How Stories 1.0 Was Created

Stories 1.0 is comprised of twelve complete short musicals, written and composed by a surprisingly eclectic collection of talents from American and Canadian music and theater. With inventive transitions, diversions, and a bracketing device and through-line which tie the show together into a single cohesive and compelling evening—Stories 1.0 is a musical and dramatic roller-coaster. And it’s also, incidentally, surely one of the most complex stage musicals ever created.

The development process was arduous and exacting. From analyses of workshops held in San Francisco, New York City, Nashville, and Miami, the full-length musical Stories 1.0 was created. While there are clear antecedents and influences, Stories 1.0 remains unique in the history of world theater. Not a revue, not a “sampler” or evening of one-acts—it pioneers a revolutionary new path on the stage, albeit one firmly rooted in the earliest foundations of theatrical production and presentation.

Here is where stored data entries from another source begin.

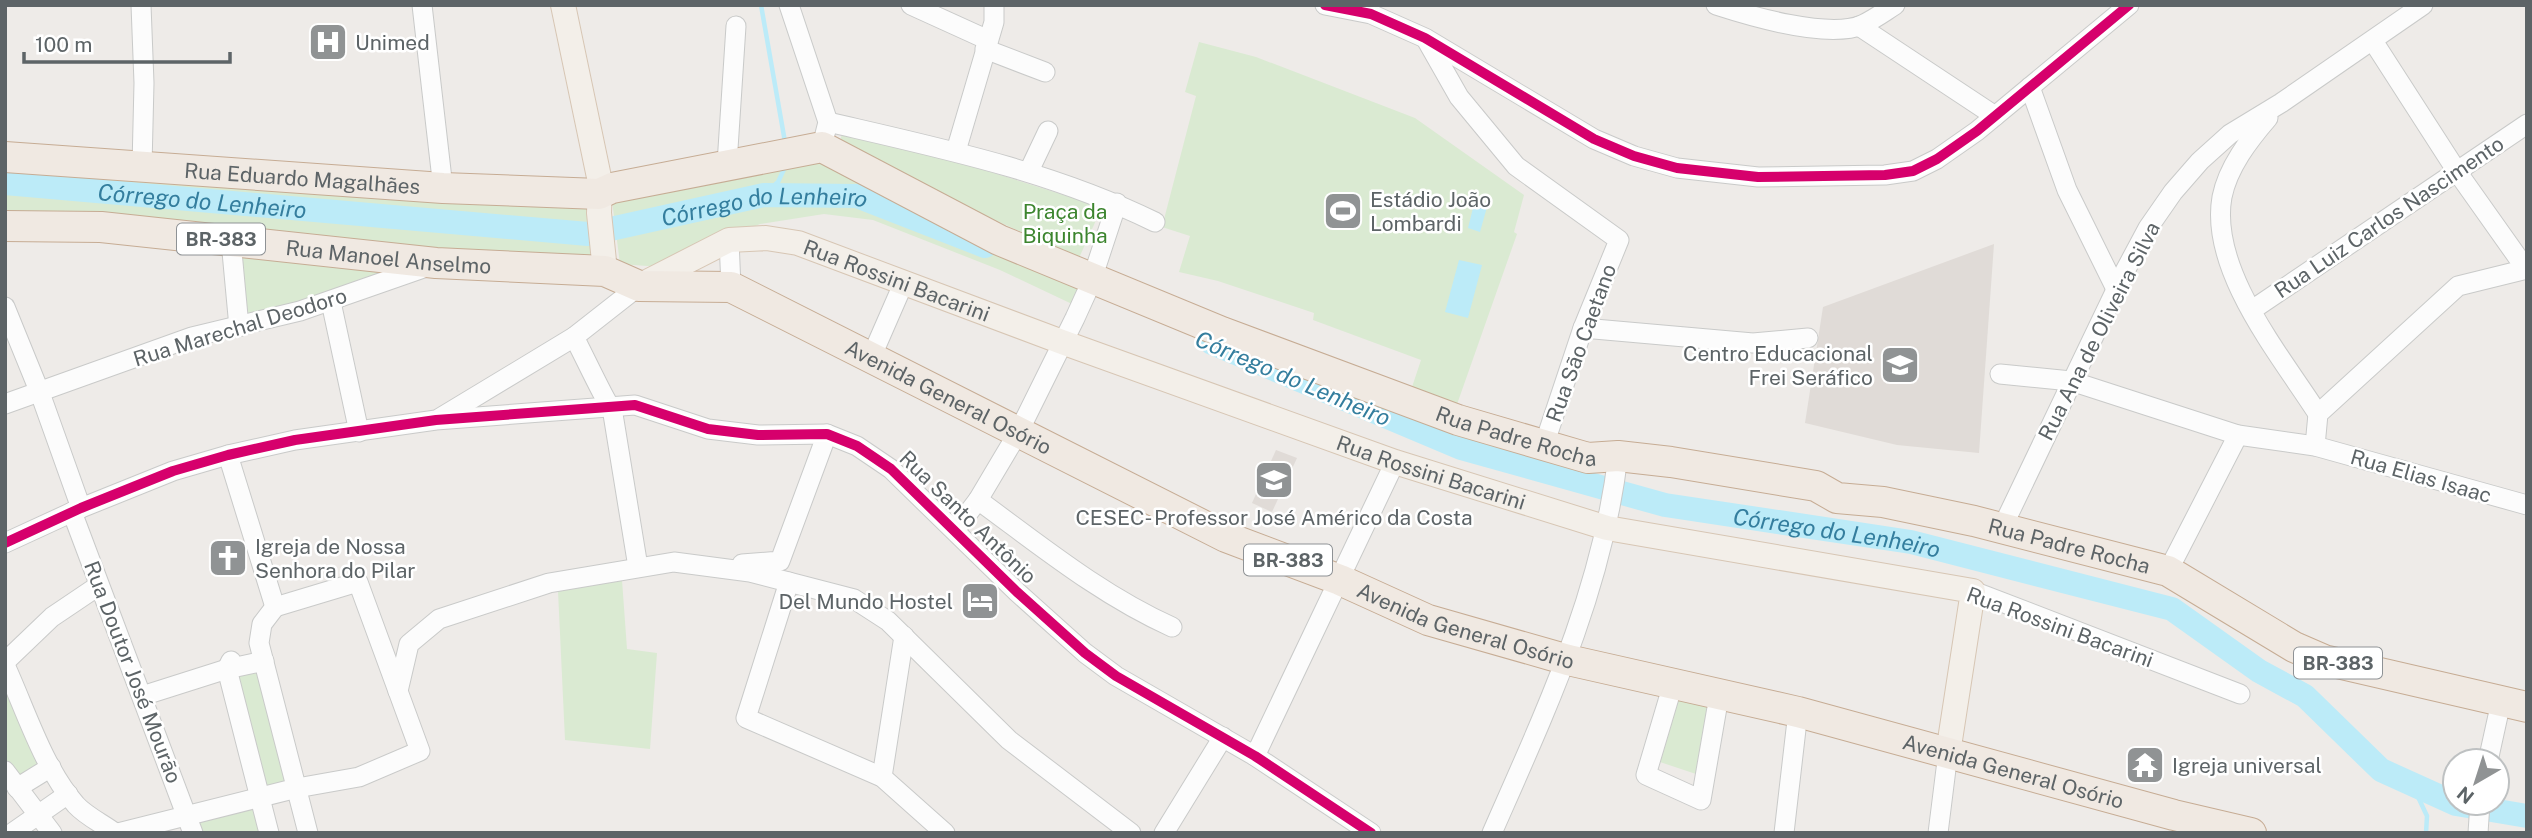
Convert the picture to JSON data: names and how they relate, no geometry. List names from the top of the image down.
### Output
{
  "streets": {
    "highway": [
      "Rua Eduardo Magalhães",
      "BR-383",
      "Rua Manoel Anselmo",
      "Avenida General Osório",
      "Rua Padre Rocha"
    ],
    "main road": ["Rua Rossini Bacarini"],
    "street": [
      "Rua Luiz Carlos Nascimento",
      "Rua Marechal Deodoro",
      "Rua Ana de Oliveira Silva",
      "Rua São Caetano",
      "Rua Elias Isaac",
      "Rua Santo Antônio",
      "Rua Doutor José Mourão"
    ]
  },
  "crossings": [
    ["Rua Eduardo Magalhães", "Rua Padre Rocha"],
    ["BR-383", "Rua Padre Rocha"],
    ["Rua Manoel Anselmo", "Rua Marechal Deodoro"],
    ["Rua Manoel Anselmo", "Avenida General Osório"],
    ["Rua Rossini Bacarini", "Avenida General Osório"],
    ["Rua Marechal Deodoro", "Rua Doutor José Mourão"],
    ["Rua Ana de Oliveira Silva", "Rua Padre Rocha"],
    ["Rua Ana de Oliveira Silva", "Rua Elias Isaac"],
    ["Rua São Caetano", "Rua Padre Rocha"],
    ["Rua Santo Antônio", "Rua Doutor José Mourão"]
  ],
  "water": ["Córrego do Lenheiro"],
  "parks": ["Praça da Biquinha"],
  "places": {
    "hospital": ["Unimed"],
    "sports": ["Estádio João Lombardi"],
    "school or university": ["Centro Educacional Frei Seráfico", "CESEC- Professor José Américo da Costa"],
    "church": ["Igreja de Nossa Senhora do Pilar"],
    "hotel": ["Del Mundo Hostel"],
    "temple": ["Igreja universal"]
  },
  "scale_bar": "100 m",
  "north": "bottom left"
}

The amount of work required to make each segment work, both intrinsically and within the context of Stories 1.0, is impressive. Only one segment in the show hasn’t been extensively revised since first being selected by The Ten-Minute Musicals Project. In all, nine new songs have been composed. An entire book was created for one segment which existed previously only as unconnected songs. Two of the segments went through four complete top-to-bottom revisions. Seven others were set aside entirely after workshopping showed immutable internal problems affecting the overall structure of Stories 1.0. Cutting six minutes from a two-hour show is a minor trim; excising that much from an eighteen-minute work, as was done in two cases, is major surgery—a full third of the show has been lost! Similarly, adding five minutes to a nine-minute piece, as was done in another case, creates a much grander and comprehensive experience. The larger context is an unusual variation of the tried-and-true “play within a play” format, and is carefully designed to keep audiences off-guard and engaged throughout. The primary consideration, always, was the affect any revision, re-alignment, or substitution might have on the tensile strength of the whole. The goals, always, were economy and elegance.